= YOUR ASSIGNMENT =
State the number of lines in the records that contain "nowrap", with no other words.
─── DATA EXCERPTS ───
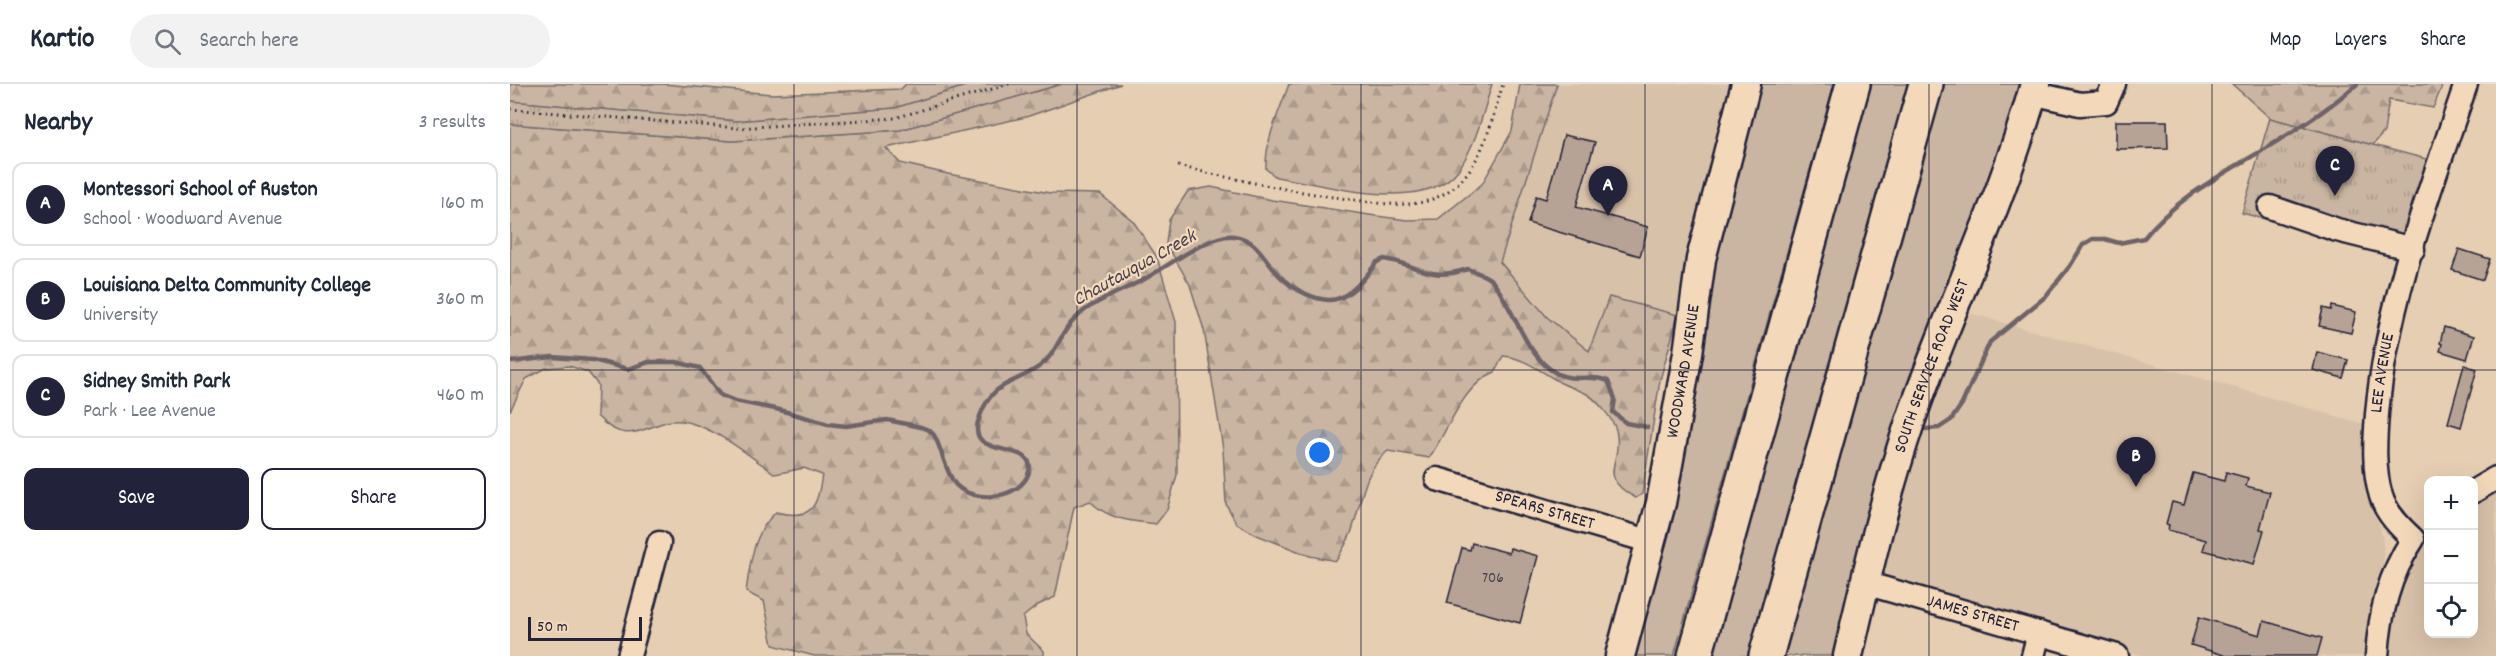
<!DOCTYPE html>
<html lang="en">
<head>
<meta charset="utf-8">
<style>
	:root { --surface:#fff; --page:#f2f2f3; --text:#1f2937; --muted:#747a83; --line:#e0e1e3; --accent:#22223b }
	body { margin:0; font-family:Dekko,sans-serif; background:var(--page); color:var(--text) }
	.controls { position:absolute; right:18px; bottom:18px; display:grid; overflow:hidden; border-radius:12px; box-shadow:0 6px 24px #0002 }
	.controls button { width:54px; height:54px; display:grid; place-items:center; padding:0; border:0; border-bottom:2px solid var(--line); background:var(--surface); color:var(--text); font:30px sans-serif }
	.scale { position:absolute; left:18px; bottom:15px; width:114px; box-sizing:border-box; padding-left:6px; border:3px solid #22223b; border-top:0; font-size:16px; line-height:21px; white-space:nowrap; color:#22223b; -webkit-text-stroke:4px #f3d9ba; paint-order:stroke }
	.you { position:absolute; left:810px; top:369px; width:21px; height:21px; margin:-15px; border:4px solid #fff; border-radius:50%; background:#1a73e8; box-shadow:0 0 0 9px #1a73e833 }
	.badge { display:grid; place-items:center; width:39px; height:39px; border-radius:50%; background:var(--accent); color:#fff; font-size:20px; font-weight:700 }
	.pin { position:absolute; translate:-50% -50px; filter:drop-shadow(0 2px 3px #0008) }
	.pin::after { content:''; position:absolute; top:32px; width:21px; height:18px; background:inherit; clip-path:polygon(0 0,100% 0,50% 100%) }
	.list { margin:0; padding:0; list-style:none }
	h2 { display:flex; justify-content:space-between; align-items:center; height:78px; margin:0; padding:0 24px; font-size:26px }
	h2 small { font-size:20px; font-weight:400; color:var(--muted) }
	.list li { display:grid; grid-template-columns:39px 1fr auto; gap:18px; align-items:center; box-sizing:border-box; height:84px; margin:0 12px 12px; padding:0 12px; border:2px solid var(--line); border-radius:12px }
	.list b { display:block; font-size:22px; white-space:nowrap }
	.list p { margin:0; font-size:20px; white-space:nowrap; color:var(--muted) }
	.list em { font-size:20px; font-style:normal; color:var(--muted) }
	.actions { display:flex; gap:12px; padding:18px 24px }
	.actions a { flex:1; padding:14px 0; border:2px solid var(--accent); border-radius:12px; text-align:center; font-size:21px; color:var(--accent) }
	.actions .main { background:var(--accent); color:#fff }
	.icon { flex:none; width:33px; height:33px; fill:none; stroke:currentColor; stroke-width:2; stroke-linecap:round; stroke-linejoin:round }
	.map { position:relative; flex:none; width:1986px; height:572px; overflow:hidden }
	header { display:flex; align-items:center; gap:36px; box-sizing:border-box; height:84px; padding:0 30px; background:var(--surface); border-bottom:2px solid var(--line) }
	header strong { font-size:28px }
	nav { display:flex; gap:33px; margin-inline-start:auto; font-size:21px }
	.search { width:420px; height:54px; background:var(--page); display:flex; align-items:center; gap:15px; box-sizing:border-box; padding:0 21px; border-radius:33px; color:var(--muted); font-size:22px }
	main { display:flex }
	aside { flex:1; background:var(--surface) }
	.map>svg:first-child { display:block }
	.built { fill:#d8c1a9 }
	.green { fill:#c9b5a1; stroke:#766c6e; stroke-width:1.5 }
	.forest { fill:url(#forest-firs); stroke:#766c6e; stroke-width:1.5 }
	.park { fill:url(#park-tufts); stroke:#766c6e; stroke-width:1.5 }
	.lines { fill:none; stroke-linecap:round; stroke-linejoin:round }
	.stream { stroke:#6e6469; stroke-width:4.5 }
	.building { fill:#b6a395; stroke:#22223b; stroke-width:1.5 }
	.minor-casing { stroke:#22223b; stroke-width:27 }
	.major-casing { stroke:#22223b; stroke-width:33 }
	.highway-casing { stroke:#22223b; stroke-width:38 }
	.path { stroke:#22223b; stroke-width:3; stroke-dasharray:1.5 4.5; stroke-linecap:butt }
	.minor { stroke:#f3d9ba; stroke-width:22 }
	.major { stroke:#f3d9ba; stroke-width:28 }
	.highway { stroke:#f3d9ba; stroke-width:33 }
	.grid { fill:none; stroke:#22223b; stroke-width:1.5; stroke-opacity:0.55 }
	.labels { text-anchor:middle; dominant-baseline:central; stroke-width:4.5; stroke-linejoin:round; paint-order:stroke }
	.number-label { font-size:15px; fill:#474252 }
	.street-label { font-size:18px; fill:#22223b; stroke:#f3d9ba }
	.water-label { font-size:20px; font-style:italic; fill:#484352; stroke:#f3d9ba }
</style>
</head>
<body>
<header>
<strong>Kartio</strong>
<div class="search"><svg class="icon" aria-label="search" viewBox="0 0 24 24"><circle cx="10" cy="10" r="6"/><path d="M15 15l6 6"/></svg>Search here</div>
<nav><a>Map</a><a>Layers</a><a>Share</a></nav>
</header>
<main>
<aside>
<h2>Nearby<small>3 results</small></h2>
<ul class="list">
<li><span class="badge">A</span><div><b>Montessori School of Ruston</b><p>School · Woodward Avenue</p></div><em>160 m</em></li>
<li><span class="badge">B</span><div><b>Louisiana Delta Community College</b><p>University</p></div><em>360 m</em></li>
<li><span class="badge">C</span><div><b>Sidney Smith Park</b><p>Park · Lee Avenue</p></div><em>460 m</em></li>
</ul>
<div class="actions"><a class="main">Save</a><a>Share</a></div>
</aside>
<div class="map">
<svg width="1986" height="572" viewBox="0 0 1986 572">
	<defs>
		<pattern id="forest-firs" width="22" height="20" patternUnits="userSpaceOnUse" patternTransform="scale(1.5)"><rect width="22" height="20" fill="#c9b5a1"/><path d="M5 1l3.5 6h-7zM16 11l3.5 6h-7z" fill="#ac9b8c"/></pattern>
		<pattern id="park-tufts" width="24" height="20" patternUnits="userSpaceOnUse" patternTransform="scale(1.5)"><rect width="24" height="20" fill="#c9b5a1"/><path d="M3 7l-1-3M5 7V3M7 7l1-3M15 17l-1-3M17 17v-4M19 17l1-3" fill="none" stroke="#ac9b8c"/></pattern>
	</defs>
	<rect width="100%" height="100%" fill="#e6ceb2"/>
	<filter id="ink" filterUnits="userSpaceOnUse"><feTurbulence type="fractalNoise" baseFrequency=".0167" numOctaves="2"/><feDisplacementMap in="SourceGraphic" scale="12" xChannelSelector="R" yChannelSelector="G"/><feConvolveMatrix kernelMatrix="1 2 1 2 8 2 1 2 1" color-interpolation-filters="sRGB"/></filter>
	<g filter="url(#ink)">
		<path class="built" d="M1047,0H1228L1174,232L1099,213L1079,268L1037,233L990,178Z
			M1452,227L1858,341L1866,425L1873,457L1874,486L1859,572H1634L1380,498L1371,487L1370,467Z
			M1986,403V572H1874L1876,539L1902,467L1918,447V550H1964V416Z"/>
		<path class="green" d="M1245,0H1324L1164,572H1119L1200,187Z
			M1361,0H1399L1239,572H1200Z
			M1427,0H1516L1329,572H1274L1323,395L1354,267Z"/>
		<path class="forest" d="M0,0H154L261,10L391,5L396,0H462L385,24L227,37L0,17Z
			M552,0H611L516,33L376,64L390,79L438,90L540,109L590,110L623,137L647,173L666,238L667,391L657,426L646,440C620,437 599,436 580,417L564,423L545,513L528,521L513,533L516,550L534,567V572H304L263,561L254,517L236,508C240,479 243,449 266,428C303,437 307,423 312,391L294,384L265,390C240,372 207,345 177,338C143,329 123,371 87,332L88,301L78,288L59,282L36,284L16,295L0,327V40L222,57L390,46Z
			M779,0H982C973,29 966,61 948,86C914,131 813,100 766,93L756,85C755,55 769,29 779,0Z
			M1010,0H1047L990,178L1037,233L1079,267L1099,213L1168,231L1150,296L1132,410L1126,414C1084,392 1114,379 1106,346C1103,335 1087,316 1077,310C1069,306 1059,303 1051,299C1031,288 1016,274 993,272L985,288C953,300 938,347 919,374L878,367C854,385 852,416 843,443C840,455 832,466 826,477L800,472L747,451L727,440L716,420L713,365L694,246L680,201L656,159L659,136L678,107L701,103L762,116L866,132L897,136L928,135L972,100L1002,47Z
			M1722,0H1933L1923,24L1879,16L1874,48L1863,61L1760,34Z"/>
		<path class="park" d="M462,0H552L390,46L222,57L0,40V17L227,37L385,24Z
			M1760,34L1924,77L1893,172L1732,129Z"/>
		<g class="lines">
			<path class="stream" d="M0,278L42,273L83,276L118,285L139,278H166L190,284L210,311L225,317L270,326L318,340L336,342L377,336L411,343L419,346L424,351C432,365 436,390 446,401C464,420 511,415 519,388C528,354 451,379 470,332C483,296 504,301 530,282C546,271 551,247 565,235C570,230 576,224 583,221C598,212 615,205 631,197C654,185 700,149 724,152C747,155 754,175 767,189C780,204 812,223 832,213C846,206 858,190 867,178L874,175C910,181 918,198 958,185C965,188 977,191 982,197C1004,222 1015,274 1048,290C1063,298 1082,290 1098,297L1105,315L1103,328L1116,339L1137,343
				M1415,345L1429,344L1441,336L1452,320L1480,258L1535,213L1560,182L1573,161L1583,155H1595L1609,159L1634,154C1661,120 1699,98 1736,76C1775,53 1813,30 1847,0"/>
		</g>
		<path class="building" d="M1606,37H1657L1658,64L1606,65Z
			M1054,51L1085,58L1066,123L1138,143L1130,172L1018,139L1026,112L1036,115Z
			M1949,165L1980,175L1973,196L1942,186Z
			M1822,222L1846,228L1841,249L1809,242L1813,224L1821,226Z
			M1934,243L1964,252L1957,275L1930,267L1932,260L1930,259Z
			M1807,268L1838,276L1833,294L1803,286Z
			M1954,281L1967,285L1951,343L1938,339Z
			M1716,388L1738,394L1736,402L1760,408L1750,445L1754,446L1744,480L1693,466L1696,456L1658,446L1659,441L1656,440L1662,418L1674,421L1683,389L1714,397Z
			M962,459L999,469L1000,464L1028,472L1010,539L937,519L952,464L960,466Z
			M1689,533L1750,551L1754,537L1812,554L1807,572H1717L1681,561Z"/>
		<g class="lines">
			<defs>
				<g id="minor">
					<path d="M1522,9L1570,20L1596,18L1604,0"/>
					<path d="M1760,123L1827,146L1903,165"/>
					<path id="s1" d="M927,395L1142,458"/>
					<path d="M1964,407L1986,394"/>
					<path id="s2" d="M1355,499L1607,572"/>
					<path d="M119,572L149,459"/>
					<path d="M1523,572L1529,549"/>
					<path id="s3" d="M1867,572C1870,528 1879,491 1903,455C1890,443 1876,429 1871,412C1863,386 1865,356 1867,330C1877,217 1920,107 1956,0"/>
				</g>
				<g id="major">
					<path id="s4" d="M1110,572L1151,419L1178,269L1191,175L1236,0"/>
					<path id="s5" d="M1338,572C1356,494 1374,415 1400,338C1439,225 1493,116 1525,0"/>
				</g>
				<path id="highway" d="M1185,572L1343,0
					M1256,572L1416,0"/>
			</defs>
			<use href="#minor" class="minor-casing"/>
			<use href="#major" class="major-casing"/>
			<use href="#highway" class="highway-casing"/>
			<path class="path" d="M0,25L228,44L385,34L499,0
				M668,82C722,95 775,106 830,114C855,117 883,123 908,119C921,117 934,111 945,102C974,77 982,35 993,0"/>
			<use href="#minor" class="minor"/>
			<use href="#major" class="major"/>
			<use href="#highway" class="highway"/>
		</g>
	</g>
	<path class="grid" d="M284,0V572M567,0V572M851,0V572M1135,0V572M1419,0V572M1702,0V572M0,286H1986"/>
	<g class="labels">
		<g class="number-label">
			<text x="983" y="495">706</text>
		</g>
		<g class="street-label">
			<text stroke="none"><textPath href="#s5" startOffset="302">SOUTH SERVICE ROAD WEST</textPath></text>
			<text stroke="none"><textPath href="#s4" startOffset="292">WOODWARD AVENUE</textPath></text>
			<text stroke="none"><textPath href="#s3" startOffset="302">LEE AVENUE</textPath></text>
			<text stroke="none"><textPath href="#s1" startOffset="112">SPEARS STREET</textPath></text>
			<text stroke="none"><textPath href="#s2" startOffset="112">JAMES STREET</textPath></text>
		</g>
		<g class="water-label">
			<text transform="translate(625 185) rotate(-29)">Chautauqua Creek</text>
		</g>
	</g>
</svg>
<div class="controls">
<button>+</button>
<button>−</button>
<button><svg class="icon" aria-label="locate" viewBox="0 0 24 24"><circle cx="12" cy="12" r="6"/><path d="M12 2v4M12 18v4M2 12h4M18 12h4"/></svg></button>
</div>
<div class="scale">50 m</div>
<div class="you"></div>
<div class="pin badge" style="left:1098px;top:132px">A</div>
<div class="pin badge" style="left:1626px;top:403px">B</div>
<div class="pin badge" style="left:1825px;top:112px">C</div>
</div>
</main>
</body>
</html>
───
= RESULT FOR THIS TASK =
3